Tuesday, September 17, 2019

Thoughts on Fort Worth's new medical school




Today I went to the TCU Retirees luncheon to hear Dr. Stuart Flynn, the founding dean of the new TCU and UNTHSC medical school. As I listened to him talk about training empathetic students, memories of my own experience with osteopathic medical school came flooding back.

No, I never was a student, and I didn’t marry my husband until a few days after his graduation, so I didn’t really earn that PHT (pushing hubby through) certificate. But my affiliation with osteopathic medicine is lifelong, and my involvement with the Texas College of Osteopathic Medicine was intense in the 1970s. I am the daughter of the president of an osteopathic college, the sister of a former clinical dean of TCOM, the niece and cousin of several (most now passed on), and the aunt of two practicing D.O.s. I take my heritage seriously. My ex- was founding chair of the department of surgery when TCOM opened in 1970, and I was director of communications (and then assistant) in the late seventies. I like to say I grew up at TCOM and its sister hospital, Fort Worth Osteopathic.

I applauded today when Dr. Flynn stressed training empathetic scholars and the importance of the doctor/patient relationship. Patients, he said, want to be seen as people, not “the hip” in Room 215 or “the gallbladder” in 240. He talked about bedside manner, and teaching students to look a patient in the eye. All good stuff, and it took me back to the late ’70s when TCOM developed a whole new approach to the medical school curriculum. Instead of emphasizing the treatment of disease, they designed a curriculum that emphasized wellness and the prevention of disease. I remember my good friend Charles Ogilvie developed a wellness scale, with ten being optimum health and one, miserable illness. If I remember correctly, most people live at about six or seven, and the goal was to raise that number. So what happened? Students did abysmally on state medical exams. They had been taught humanistic medicine, but no one taught them to the test (teaching to the test is a problem with education from kindergarten on up to my mind).

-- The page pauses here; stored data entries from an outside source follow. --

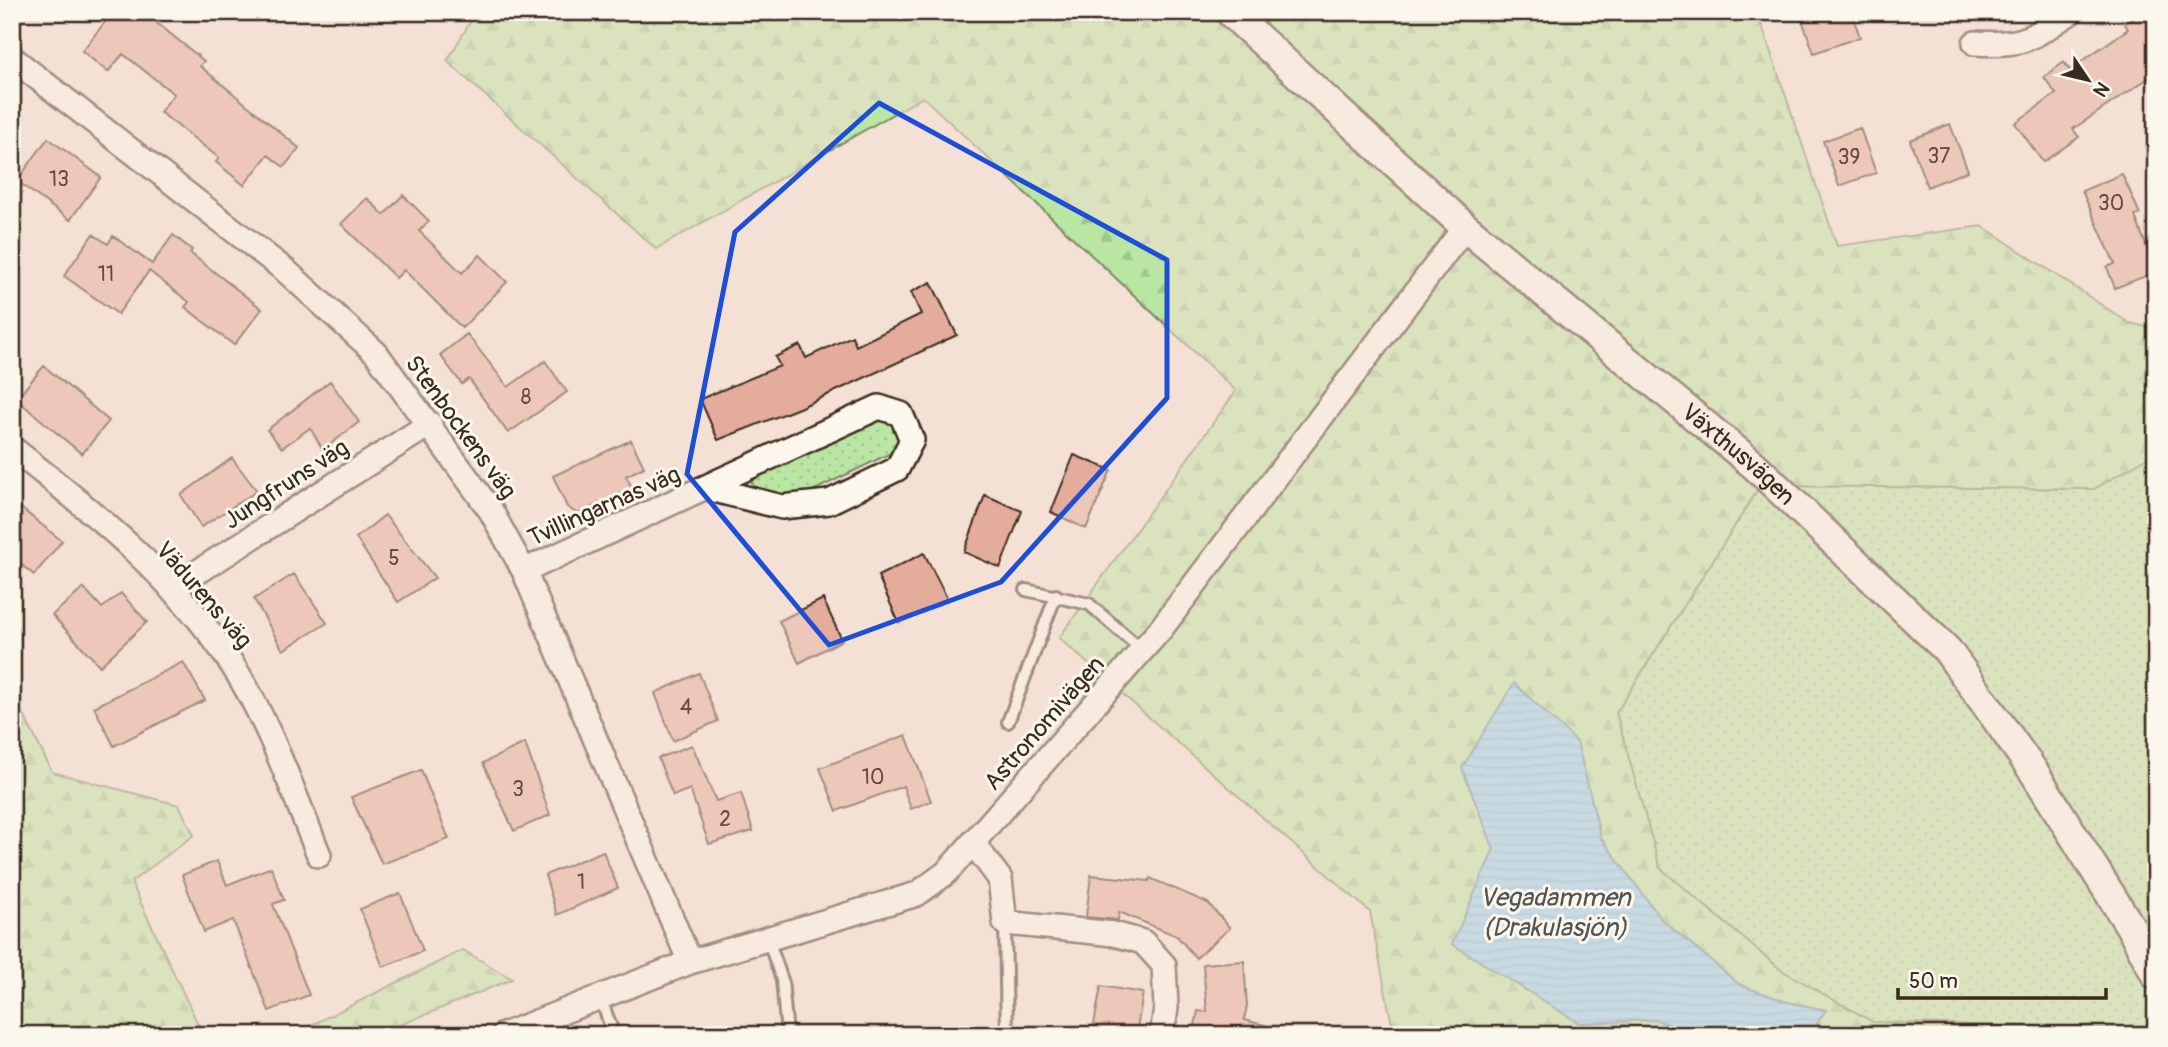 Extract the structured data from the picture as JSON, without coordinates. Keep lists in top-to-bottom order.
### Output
{
  "streets": {
    "street": [
      "Stenbockens väg",
      "Växthusvägen",
      "Jungfruns väg",
      "Tvillingarnas väg",
      "Vädurens väg",
      "Astronomivägen"
    ]
  },
  "crossings": [
    ["Stenbockens väg", "Jungfruns väg"],
    ["Stenbockens väg", "Tvillingarnas väg"],
    ["Stenbockens väg", "Astronomivägen"],
    ["Växthusvägen", "Astronomivägen"],
    ["Jungfruns väg", "Vädurens väg"]
  ],
  "water": ["Vegadammen (Drakulasjön)"],
  "house_numbers": [
    "37",
    "39",
    "13",
    "30",
    "11",
    "8",
    "5",
    "4",
    "10",
    "3",
    "2",
    "1"
  ],
  "scale_bar": "50 m",
  "north": "bottom right"
}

So it’s lovely to see this more humane approach today, but to me it seemed like re-inventing the wheel. Especially with the new school’s close affiliation  with the parent of TCOM, where that philosophy has long prevailed.

My question to Dr. Flynn, had I lingered, would have been, “What does your school bring to the table that isn’t already on the table? Other than the fact that a medical school is a feather in TCU’s cap, what’s the reason for two medical schools in one city? Can Fort Worth, with only one major county/trauma hospital, provide enough clinical opportunities to train these young people? Empathy is major, but so is clinical knowledge and experience.

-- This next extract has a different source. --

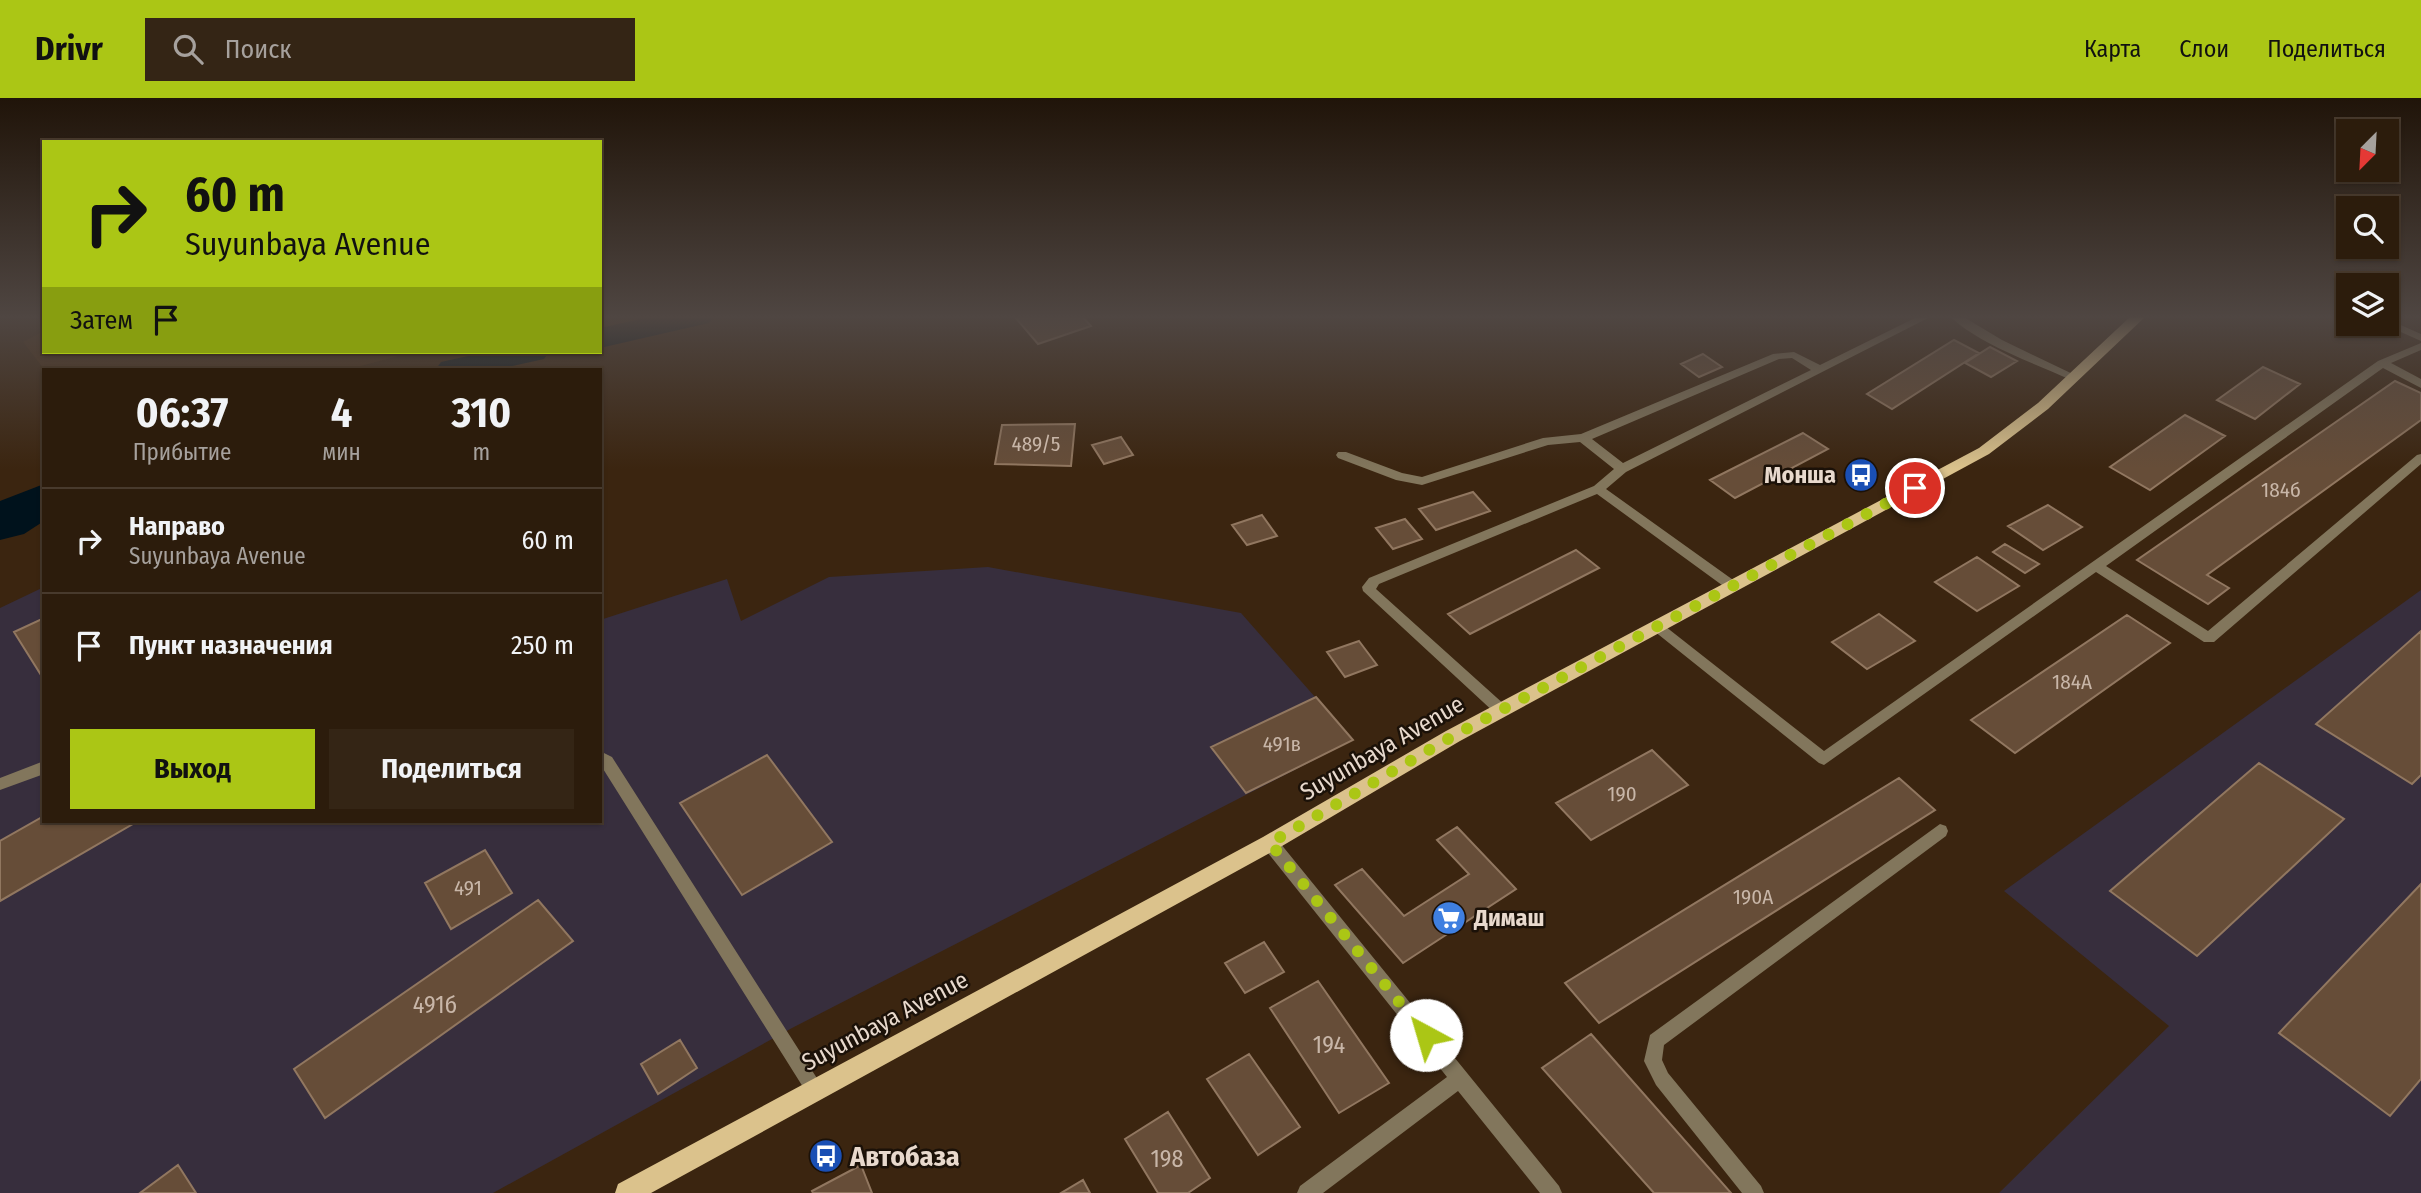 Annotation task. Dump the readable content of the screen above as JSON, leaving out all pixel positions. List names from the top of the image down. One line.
{"streets":{"main road":["Suyunbaya Avenue"]},"places":{"bus stop":["Монша","Автобаза"],"supermarket":["Димаш"]},"house_numbers":["489/5","184б","184А","491в","190","491","190А","491б","194","198"],"north":"bottom left","page":{"header":"Drivr","search":"Поиск","nav":["Карта","Слои","Поделиться"],"turn":["60 m","Suyunbaya Avenue"],"then":"Затем","eta":["06:37","Прибытие","4","мин","310","m"],"list":[{"name":"Направо","note":"Suyunbaya Avenue","value":"60 m"},{"name":"Пункт назначения","value":"250 m"}],"buttons":["Выход","Поделиться"]}}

There is still a crying need for more physicians in Texas, especially in rural areas. This was the case when TCOM opened, with the stated goal of training physicians who would go into rural areas. But one of the arguments for an M.D. school has long been that it would attract heavier research funding. To my mind, research trains specialists who are unlikely to then go to rural areas where family physicians are needed.

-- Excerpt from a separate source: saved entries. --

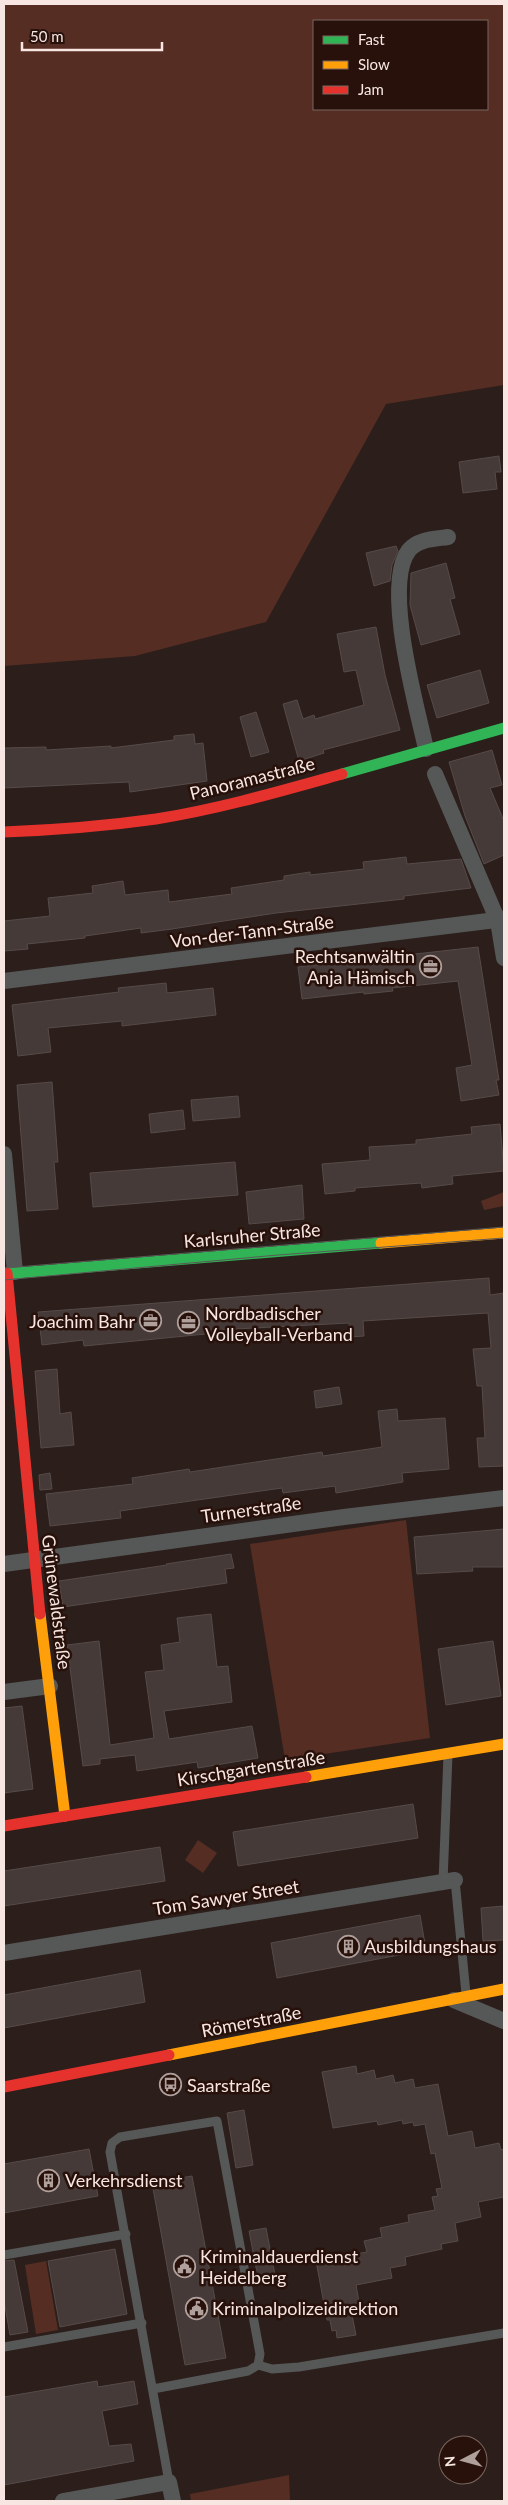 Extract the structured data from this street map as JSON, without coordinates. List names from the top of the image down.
{
  "streets": {
    "street": [
      "Panoramastraße",
      "Von-der-Tann-Straße",
      "Karlsruher Straße",
      "Turnerstraße",
      "Grünewaldstraße",
      "Kirschgartenstraße",
      "Tom Sawyer Street",
      "Römerstraße"
    ]
  },
  "crossings": [
    ["Karlsruher Straße", "Grünewaldstraße"],
    ["Turnerstraße", "Grünewaldstraße"],
    ["Grünewaldstraße", "Kirschgartenstraße"]
  ],
  "places": {
    "office": ["Rechtsanwältin Anja Hämisch", "Joachim Bahr", "Nordbadischer Volleyball-Verband"],
    "building": ["Ausbildungshaus", "Verkehrsdienst"],
    "bus stop": ["Saarstraße"],
    "public building": ["Kriminaldauerdienst Heidelberg", "Kriminalpolizeidirektion"]
  },
  "legend": ["Fast", "Slow", "Jam"],
  "scale_bar": "50 m",
  "north": "left"
}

I know my knowledge of medical education is woefully out of date. I do know, for instance, that students begin clinical experience in their first year instead of the old system whereby they spent the first two years studying basic sciences and the last two in clinical rotations. A great change that puts that doctor/patient relationship in the foreground immediately. And no more one-year internships, as in my day. Students must do a three- or four-year residency, with slots somehow assigned by some sort of national clearinghouse. Only there aren’t enough slots for the students that attend medical school. Is it fair to enroll a student for whom there might not be the required post-grad slot?

Maybe I’m just defensive about osteopathic medicine—a lifelong habit. But I really wish I could have talked with Dr. Flynn. Maybe he’ll talk to the retirees again in a couple of years and I can send him my questions. Who knows? It may all be clear by then. I wish the new school much success, but I don’t want it to crowd out traditional osteopathic medicine.